What the task requires.
Using the records below, locate all lines containing "function" and return them.

[Data extracted from a collection]
-=-=-

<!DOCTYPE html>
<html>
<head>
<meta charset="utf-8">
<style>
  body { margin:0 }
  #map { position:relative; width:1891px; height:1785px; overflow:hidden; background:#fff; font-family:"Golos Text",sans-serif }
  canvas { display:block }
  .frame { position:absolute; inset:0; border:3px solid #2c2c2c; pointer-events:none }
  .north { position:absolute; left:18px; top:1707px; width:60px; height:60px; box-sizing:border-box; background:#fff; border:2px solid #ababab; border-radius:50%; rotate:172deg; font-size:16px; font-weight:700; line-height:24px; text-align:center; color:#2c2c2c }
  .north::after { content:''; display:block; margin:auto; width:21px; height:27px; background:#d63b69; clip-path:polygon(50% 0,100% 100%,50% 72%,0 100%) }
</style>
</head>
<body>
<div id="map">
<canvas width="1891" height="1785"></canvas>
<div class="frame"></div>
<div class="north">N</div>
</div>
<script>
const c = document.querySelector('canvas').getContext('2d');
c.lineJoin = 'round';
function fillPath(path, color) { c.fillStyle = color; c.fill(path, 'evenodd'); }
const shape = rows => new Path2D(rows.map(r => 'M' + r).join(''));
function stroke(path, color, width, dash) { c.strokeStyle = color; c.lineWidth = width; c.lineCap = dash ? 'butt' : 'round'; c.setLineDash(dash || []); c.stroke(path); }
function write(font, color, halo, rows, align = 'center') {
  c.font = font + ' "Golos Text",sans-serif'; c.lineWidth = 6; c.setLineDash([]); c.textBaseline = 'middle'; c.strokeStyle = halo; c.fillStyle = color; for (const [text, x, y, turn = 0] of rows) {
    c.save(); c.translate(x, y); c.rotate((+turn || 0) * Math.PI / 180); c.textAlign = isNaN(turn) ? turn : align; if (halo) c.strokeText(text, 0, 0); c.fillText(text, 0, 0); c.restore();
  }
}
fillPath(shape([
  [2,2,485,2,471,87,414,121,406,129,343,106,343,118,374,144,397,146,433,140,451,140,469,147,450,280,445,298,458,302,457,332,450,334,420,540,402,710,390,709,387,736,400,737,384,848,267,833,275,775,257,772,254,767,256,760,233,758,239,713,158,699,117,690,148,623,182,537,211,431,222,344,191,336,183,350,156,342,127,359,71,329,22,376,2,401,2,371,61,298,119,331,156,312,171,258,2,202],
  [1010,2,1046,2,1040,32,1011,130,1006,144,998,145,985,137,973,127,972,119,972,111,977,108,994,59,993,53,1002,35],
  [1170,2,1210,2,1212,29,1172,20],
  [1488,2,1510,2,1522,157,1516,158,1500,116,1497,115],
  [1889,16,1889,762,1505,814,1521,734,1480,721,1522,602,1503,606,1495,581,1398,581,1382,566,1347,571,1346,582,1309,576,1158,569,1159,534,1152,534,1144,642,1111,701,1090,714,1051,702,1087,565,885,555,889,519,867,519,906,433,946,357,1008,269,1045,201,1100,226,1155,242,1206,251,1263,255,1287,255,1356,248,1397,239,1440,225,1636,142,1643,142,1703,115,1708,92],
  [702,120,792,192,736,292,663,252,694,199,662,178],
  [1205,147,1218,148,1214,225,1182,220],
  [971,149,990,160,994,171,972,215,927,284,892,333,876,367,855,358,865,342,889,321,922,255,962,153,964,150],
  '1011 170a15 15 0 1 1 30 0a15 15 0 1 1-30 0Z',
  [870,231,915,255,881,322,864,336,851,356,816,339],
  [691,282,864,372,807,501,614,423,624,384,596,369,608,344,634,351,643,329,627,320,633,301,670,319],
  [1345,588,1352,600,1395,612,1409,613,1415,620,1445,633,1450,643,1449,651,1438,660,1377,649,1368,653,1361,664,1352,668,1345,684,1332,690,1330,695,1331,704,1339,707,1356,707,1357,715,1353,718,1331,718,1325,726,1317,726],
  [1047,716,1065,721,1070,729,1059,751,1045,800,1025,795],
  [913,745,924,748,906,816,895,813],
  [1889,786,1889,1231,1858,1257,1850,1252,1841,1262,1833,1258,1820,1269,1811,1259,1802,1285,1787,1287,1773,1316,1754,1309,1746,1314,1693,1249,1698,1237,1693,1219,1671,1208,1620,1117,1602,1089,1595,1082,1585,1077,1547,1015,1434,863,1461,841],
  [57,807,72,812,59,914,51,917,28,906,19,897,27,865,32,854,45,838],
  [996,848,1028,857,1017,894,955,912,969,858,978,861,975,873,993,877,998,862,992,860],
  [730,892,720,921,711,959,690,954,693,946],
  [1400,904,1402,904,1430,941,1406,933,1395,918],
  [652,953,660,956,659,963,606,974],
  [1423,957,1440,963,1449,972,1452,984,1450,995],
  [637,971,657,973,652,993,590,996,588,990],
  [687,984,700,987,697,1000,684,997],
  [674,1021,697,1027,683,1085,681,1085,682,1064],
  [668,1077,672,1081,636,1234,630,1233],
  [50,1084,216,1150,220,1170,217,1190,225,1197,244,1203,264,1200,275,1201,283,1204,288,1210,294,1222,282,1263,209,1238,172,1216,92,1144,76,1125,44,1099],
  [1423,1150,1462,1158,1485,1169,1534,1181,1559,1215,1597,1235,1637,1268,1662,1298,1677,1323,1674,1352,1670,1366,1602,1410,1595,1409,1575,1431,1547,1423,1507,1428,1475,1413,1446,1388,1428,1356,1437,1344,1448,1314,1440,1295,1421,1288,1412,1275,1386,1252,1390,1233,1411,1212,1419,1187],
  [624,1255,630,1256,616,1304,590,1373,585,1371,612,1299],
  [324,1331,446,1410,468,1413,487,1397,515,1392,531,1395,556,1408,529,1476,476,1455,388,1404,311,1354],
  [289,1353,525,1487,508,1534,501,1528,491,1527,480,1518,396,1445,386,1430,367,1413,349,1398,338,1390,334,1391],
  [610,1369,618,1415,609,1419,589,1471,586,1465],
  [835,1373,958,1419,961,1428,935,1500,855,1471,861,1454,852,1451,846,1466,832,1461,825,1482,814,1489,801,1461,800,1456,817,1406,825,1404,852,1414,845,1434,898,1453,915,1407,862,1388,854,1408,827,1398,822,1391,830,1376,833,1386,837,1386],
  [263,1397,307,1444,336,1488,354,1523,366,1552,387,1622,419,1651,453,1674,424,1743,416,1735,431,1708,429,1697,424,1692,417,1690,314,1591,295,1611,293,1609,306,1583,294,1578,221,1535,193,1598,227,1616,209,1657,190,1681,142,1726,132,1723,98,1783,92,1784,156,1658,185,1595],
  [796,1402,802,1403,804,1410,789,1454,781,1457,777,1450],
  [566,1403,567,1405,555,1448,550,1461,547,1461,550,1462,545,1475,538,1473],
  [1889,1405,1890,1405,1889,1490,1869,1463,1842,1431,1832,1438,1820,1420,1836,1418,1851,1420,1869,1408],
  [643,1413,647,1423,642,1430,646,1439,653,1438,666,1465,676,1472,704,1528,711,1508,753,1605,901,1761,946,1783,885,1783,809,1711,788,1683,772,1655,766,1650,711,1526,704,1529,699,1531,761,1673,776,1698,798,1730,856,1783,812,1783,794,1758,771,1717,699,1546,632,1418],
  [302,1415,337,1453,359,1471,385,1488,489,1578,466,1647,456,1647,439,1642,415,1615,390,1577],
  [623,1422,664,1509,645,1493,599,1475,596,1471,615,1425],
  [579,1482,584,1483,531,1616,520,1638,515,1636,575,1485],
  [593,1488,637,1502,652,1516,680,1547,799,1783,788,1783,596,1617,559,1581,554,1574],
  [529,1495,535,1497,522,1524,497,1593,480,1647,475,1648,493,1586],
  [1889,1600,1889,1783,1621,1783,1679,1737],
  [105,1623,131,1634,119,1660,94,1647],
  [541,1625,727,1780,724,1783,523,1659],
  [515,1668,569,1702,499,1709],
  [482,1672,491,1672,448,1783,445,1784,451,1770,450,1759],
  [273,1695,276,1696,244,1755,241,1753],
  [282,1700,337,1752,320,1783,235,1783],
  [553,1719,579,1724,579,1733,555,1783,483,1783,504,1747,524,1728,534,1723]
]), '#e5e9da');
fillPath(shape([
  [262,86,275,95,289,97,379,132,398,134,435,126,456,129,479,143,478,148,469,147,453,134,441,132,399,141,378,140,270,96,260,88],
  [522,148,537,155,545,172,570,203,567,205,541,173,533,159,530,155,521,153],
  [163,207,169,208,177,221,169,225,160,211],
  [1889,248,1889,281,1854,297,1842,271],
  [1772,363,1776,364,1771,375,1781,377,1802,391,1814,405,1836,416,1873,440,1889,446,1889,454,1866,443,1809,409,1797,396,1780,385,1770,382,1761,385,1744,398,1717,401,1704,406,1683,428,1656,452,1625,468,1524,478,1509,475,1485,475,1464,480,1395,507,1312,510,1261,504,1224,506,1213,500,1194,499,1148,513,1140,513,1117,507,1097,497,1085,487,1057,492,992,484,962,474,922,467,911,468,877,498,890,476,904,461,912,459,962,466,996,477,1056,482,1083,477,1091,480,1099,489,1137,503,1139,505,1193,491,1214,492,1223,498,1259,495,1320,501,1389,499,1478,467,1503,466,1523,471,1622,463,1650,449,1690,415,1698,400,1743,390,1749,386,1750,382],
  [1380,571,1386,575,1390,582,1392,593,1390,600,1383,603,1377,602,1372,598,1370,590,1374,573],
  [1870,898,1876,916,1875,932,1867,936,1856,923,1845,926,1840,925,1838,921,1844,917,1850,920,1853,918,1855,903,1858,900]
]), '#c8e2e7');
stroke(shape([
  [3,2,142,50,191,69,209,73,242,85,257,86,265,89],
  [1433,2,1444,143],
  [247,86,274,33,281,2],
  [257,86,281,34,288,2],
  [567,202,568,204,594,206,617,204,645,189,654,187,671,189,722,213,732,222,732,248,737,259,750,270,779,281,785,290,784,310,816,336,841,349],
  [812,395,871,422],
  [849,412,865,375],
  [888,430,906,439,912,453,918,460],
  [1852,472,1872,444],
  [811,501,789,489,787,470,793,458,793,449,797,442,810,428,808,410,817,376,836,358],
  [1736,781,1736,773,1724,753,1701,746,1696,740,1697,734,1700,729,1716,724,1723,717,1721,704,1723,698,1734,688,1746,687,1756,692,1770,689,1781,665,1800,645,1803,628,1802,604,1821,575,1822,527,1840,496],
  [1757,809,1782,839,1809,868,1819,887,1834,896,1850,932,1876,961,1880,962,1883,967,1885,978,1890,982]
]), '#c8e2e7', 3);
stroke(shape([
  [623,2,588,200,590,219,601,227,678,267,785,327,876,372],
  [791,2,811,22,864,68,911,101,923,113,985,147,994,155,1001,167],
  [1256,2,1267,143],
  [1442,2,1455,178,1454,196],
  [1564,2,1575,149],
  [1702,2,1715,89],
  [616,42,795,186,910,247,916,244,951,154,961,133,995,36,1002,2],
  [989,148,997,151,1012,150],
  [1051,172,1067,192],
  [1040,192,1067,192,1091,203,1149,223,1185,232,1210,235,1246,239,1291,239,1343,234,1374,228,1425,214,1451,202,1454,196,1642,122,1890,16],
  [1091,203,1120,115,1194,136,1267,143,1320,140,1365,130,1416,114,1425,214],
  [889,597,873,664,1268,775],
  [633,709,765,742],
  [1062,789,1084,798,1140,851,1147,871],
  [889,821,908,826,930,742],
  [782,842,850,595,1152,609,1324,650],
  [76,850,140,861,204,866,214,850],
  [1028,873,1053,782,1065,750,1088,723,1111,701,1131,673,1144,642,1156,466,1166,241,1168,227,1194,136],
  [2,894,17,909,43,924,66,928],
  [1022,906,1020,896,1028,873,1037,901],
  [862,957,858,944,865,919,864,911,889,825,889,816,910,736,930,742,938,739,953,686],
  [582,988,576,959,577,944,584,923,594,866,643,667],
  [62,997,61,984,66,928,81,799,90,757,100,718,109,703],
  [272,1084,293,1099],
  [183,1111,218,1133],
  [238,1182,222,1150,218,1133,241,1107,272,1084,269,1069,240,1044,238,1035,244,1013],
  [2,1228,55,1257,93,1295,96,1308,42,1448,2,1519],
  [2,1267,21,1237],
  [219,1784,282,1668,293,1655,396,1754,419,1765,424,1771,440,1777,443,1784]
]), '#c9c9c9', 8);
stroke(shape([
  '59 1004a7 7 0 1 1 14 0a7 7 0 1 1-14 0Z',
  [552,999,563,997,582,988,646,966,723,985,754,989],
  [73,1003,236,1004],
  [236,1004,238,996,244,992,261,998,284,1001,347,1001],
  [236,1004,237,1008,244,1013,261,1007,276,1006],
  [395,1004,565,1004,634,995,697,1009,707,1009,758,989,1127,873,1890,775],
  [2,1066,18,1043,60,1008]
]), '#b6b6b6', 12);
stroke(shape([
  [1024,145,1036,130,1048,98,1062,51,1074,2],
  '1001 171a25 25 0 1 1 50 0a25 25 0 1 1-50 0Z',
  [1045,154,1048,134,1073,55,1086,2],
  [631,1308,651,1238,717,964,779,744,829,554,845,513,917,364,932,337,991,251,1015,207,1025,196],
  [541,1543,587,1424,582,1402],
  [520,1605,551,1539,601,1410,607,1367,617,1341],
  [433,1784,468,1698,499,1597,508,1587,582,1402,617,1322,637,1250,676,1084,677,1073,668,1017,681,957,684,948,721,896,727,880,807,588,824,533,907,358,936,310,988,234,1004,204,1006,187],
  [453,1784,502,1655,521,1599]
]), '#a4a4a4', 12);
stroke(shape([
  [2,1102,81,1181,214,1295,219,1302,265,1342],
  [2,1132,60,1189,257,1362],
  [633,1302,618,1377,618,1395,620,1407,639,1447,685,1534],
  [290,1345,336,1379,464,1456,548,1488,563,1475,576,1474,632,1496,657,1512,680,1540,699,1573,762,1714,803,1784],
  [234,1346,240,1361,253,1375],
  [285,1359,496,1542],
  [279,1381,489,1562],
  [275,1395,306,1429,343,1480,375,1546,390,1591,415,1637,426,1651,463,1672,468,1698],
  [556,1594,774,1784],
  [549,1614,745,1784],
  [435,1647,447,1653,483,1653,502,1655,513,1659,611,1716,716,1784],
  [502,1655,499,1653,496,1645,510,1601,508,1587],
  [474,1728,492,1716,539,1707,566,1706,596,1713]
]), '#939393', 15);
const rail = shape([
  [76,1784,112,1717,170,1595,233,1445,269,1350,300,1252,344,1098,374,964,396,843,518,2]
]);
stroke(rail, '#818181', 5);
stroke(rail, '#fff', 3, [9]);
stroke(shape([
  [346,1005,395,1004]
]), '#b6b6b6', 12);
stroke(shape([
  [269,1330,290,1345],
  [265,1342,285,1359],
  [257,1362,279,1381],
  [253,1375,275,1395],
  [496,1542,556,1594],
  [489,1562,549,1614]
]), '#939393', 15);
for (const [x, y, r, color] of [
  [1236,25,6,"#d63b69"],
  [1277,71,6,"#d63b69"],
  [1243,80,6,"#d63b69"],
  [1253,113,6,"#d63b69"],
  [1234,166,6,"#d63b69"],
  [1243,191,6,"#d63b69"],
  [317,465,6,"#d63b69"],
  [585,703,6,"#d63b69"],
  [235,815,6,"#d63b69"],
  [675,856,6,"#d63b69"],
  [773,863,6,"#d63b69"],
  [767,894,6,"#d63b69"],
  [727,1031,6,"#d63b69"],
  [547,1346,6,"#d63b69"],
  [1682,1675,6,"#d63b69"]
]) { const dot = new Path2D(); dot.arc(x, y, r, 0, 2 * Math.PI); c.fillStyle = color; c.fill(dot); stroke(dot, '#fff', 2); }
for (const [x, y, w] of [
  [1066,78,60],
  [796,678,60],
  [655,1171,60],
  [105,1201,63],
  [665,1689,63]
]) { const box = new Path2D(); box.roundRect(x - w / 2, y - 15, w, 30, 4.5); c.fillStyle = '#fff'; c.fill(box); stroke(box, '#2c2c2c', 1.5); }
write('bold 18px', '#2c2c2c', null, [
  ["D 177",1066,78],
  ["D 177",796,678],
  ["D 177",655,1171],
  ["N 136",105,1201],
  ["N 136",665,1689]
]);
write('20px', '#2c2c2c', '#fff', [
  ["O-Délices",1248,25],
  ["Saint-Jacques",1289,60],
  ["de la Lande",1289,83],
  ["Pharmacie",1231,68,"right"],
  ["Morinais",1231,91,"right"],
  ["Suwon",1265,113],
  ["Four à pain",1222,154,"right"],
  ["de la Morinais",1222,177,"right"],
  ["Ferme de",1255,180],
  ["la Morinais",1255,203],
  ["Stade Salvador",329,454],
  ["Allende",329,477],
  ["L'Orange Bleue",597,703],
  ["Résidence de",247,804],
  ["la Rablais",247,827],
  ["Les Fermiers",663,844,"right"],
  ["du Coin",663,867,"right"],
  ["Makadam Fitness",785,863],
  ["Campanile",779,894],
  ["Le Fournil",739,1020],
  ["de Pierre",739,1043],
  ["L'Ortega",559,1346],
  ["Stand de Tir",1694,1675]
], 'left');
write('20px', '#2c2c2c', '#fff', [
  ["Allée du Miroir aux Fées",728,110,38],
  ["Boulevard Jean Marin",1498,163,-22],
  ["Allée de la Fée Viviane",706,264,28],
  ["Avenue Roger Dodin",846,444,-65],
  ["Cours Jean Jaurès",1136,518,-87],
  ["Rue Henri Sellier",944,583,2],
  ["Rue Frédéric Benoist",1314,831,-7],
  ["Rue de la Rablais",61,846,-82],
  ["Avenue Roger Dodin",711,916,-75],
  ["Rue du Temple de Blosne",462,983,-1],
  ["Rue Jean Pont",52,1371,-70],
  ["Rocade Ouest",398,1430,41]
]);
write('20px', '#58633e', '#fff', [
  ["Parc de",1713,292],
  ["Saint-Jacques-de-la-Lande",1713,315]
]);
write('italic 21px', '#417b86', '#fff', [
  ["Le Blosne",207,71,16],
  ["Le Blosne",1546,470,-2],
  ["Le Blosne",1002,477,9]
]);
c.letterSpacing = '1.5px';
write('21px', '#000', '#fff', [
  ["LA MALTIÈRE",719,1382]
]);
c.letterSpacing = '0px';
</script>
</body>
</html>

-=-=-

Answer for this exercise.
function fillPath(path, color) { c.fillStyle = color; c.fill(path, 'evenodd'); }
function stroke(path, color, width, dash) { c.strokeStyle = color; c.lineWidth = width; c.lineCap = dash ? 'butt' : 'round'; c.setLineDash(dash || []); c.stroke(path); }
function write(font, color, halo, rows, align = 'center') {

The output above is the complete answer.